--- SUPPLIED MATERIAL ---

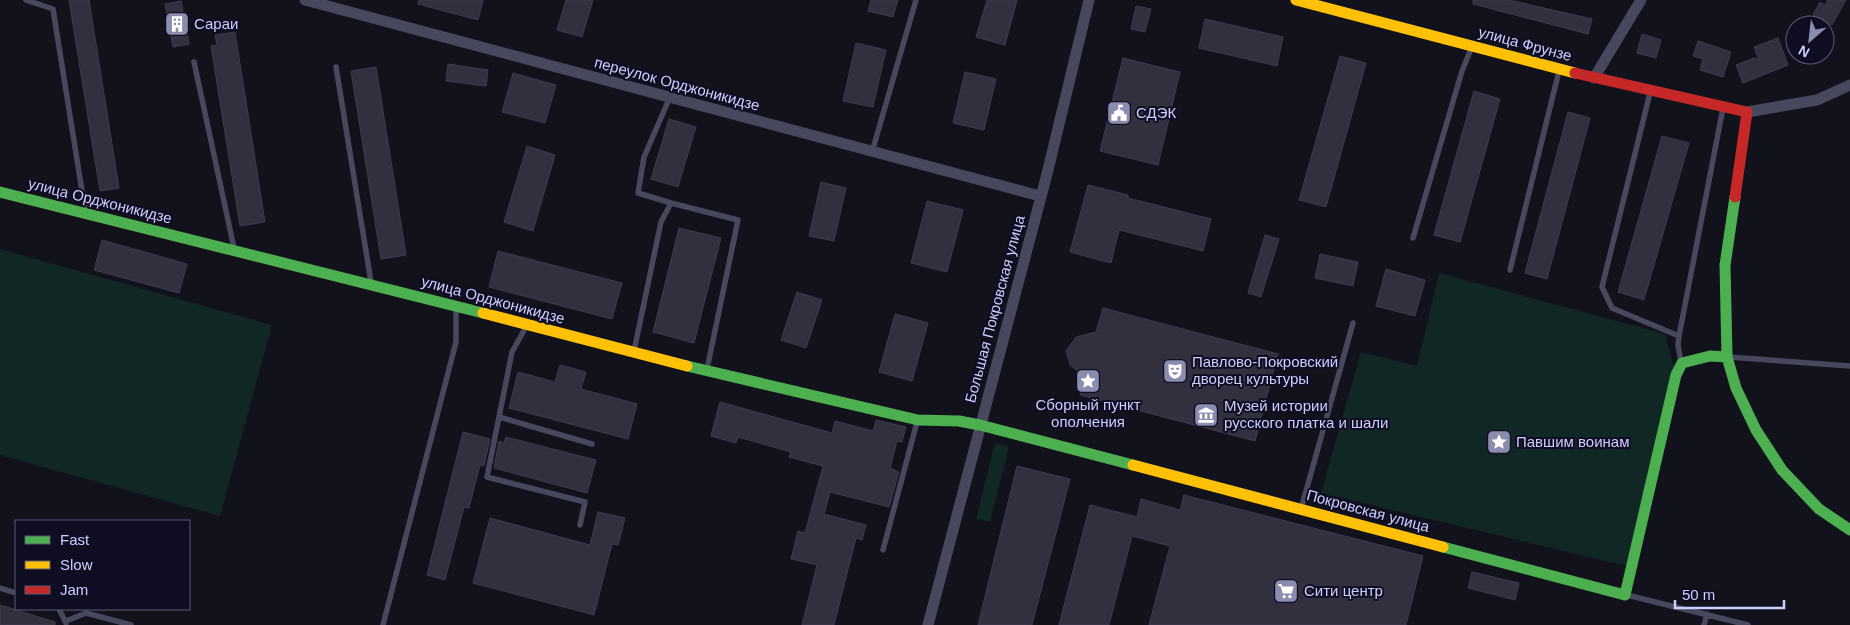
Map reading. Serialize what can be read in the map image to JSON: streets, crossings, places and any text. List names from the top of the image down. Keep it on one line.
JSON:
{"streets":{"street":["улица Фрунзе","переулок Орджоникидзе","улица Орджоникидзе","Большая Покровская улица","Покровская улица"]},"crossings":[["переулок Орджоникидзе","Большая Покровская улица"],["улица Орджоникидзе","Большая Покровская улица"],["улица Орджоникидзе","Покровская улица"],["Большая Покровская улица","Покровская улица"]],"places":{"building":["Сараи"],"public building":["СДЭК"],"theatre":["Павлово-Покровский дворец культуры"],"place":["Сборный пункт ополчения","Павшим воинам"],"museum":["Музей истории русского платка и шали"],"supermarket":["Сити центр"]},"legend":["Fast","Slow","Jam"],"scale_bar":"50 m","north":"bottom left"}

---

# EXERCISE REQUIREMENTS:
Exactly as given, set down each line of the material, but include no pictures.

# RESPONSE:
Map reading. Serialize what can be read in the map image to JSON: streets, crossings, places and any text. List names from the top of the image down. Keep it on one line.
JSON:
{"streets":{"street":["улица Фрунзе","переулок Орджоникидзе","улица Орджоникидзе","Большая Покровская улица","Покровская улица"]},"crossings":[["переулок Орджоникидзе","Большая Покровская улица"],["улица Орджоникидзе","Большая Покровская улица"],["улица Орджоникидзе","Покровская улица"],["Большая Покровская улица","Покровская улица"]],"places":{"building":["Сараи"],"public building":["СДЭК"],"theatre":["Павлово-Покровский дворец культуры"],"place":["Сборный пункт ополчения","Павшим воинам"],"museum":["Музей истории русского платка и шали"],"supermarket":["Сити центр"]},"legend":["Fast","Slow","Jam"],"scale_bar":"50 m","north":"bottom left"}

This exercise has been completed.